Bismarck affecta d’être très satisfait de cette note fuyante : il pria Benedetti d’en exprimer toute sa gratitude, parce qu’elle justifiait ses prévisions et la politique dont il s’était fait l’organe[1]. En réalité, il en fut dépité, car elle ne dissipait aucune de ses incertitudes.

Dans les premiers jours d’août, il chargea Goltz de poser de nouveau, en termes plus pressans, l’interrogation : — Si la guerre éclate entre l’Autriche et nous, que pensez-vous faire ?

Personne n’était à Paris.
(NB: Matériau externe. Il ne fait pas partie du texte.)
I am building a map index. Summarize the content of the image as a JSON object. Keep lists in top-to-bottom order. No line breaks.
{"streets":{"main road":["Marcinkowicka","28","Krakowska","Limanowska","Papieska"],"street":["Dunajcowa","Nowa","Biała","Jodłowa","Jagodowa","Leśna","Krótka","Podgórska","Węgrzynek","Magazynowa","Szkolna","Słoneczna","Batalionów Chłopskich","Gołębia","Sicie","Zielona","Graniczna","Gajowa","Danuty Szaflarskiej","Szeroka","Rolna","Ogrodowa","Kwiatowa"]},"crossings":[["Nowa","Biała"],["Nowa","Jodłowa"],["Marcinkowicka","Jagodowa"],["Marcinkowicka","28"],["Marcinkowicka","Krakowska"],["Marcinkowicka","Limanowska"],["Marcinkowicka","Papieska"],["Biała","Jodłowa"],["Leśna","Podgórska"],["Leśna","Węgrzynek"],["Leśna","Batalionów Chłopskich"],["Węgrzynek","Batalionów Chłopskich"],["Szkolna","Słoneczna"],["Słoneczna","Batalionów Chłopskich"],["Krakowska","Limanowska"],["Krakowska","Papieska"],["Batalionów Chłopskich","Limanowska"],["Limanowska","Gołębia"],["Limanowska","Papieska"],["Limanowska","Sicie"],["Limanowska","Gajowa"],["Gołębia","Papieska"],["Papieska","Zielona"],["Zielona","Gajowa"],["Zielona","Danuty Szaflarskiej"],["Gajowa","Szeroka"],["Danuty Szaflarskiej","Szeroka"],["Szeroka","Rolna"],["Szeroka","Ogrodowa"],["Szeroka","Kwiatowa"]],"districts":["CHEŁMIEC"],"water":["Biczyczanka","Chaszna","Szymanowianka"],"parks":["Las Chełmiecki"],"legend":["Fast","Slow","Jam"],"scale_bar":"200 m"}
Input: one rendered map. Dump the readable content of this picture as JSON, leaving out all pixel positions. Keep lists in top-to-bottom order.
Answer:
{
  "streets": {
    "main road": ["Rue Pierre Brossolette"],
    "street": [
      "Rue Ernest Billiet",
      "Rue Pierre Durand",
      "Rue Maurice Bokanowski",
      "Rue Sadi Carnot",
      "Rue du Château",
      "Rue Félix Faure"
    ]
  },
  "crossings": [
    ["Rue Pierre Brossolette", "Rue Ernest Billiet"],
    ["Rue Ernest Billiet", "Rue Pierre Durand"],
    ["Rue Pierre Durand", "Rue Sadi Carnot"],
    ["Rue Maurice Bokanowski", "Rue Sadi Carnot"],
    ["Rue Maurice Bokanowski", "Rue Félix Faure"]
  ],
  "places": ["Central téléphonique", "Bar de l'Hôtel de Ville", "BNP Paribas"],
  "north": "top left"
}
Quoique le moment fût critique, chacun avait pris son congé habituel : Benedelti avait remis les affaires à Lefebvre de Béhaine, Gramont à Mosbourg, tous les deux d’ailleurs très capables de les gérer ; Drouyn de Lhuys était en villégiature, l’Empereur à Fontainebleau, Goltz ne put causer qu’avec l’Impératrice. Dans une longue et confiante conversation, elle lui indiqua les intentions de l’Empereur : laisser faire, sans se lier par un traité de neutralité.

À son retour, Drouyn de Lhuys s’expliqua dans le même sens : « Nous ne sommes pas intervenus militairement pour défendre l’intégrité du Danemark et pour nous opposer à la cession du Sleswig, parce que nous avons cru qu’aucun grand intérêt français ne nous en faisait un devoir. Si la Prusse et l’Autriche prenaient les armes pour régler entre elles le sort des territoires détachés de la monarchie danoise, la situation resterait la même pour nous. Nous ne verrions aucun motif de sortir de la neutralité et de nous immiscer dans le débat, tant que la guerre ne soulèverait pas des questions nouvelles. Si elle venait à s’étendre, nous aurions certainement à examiner ce que nous

  1. Benedetti à Drouyn de Lhuys, 21 avril 1865.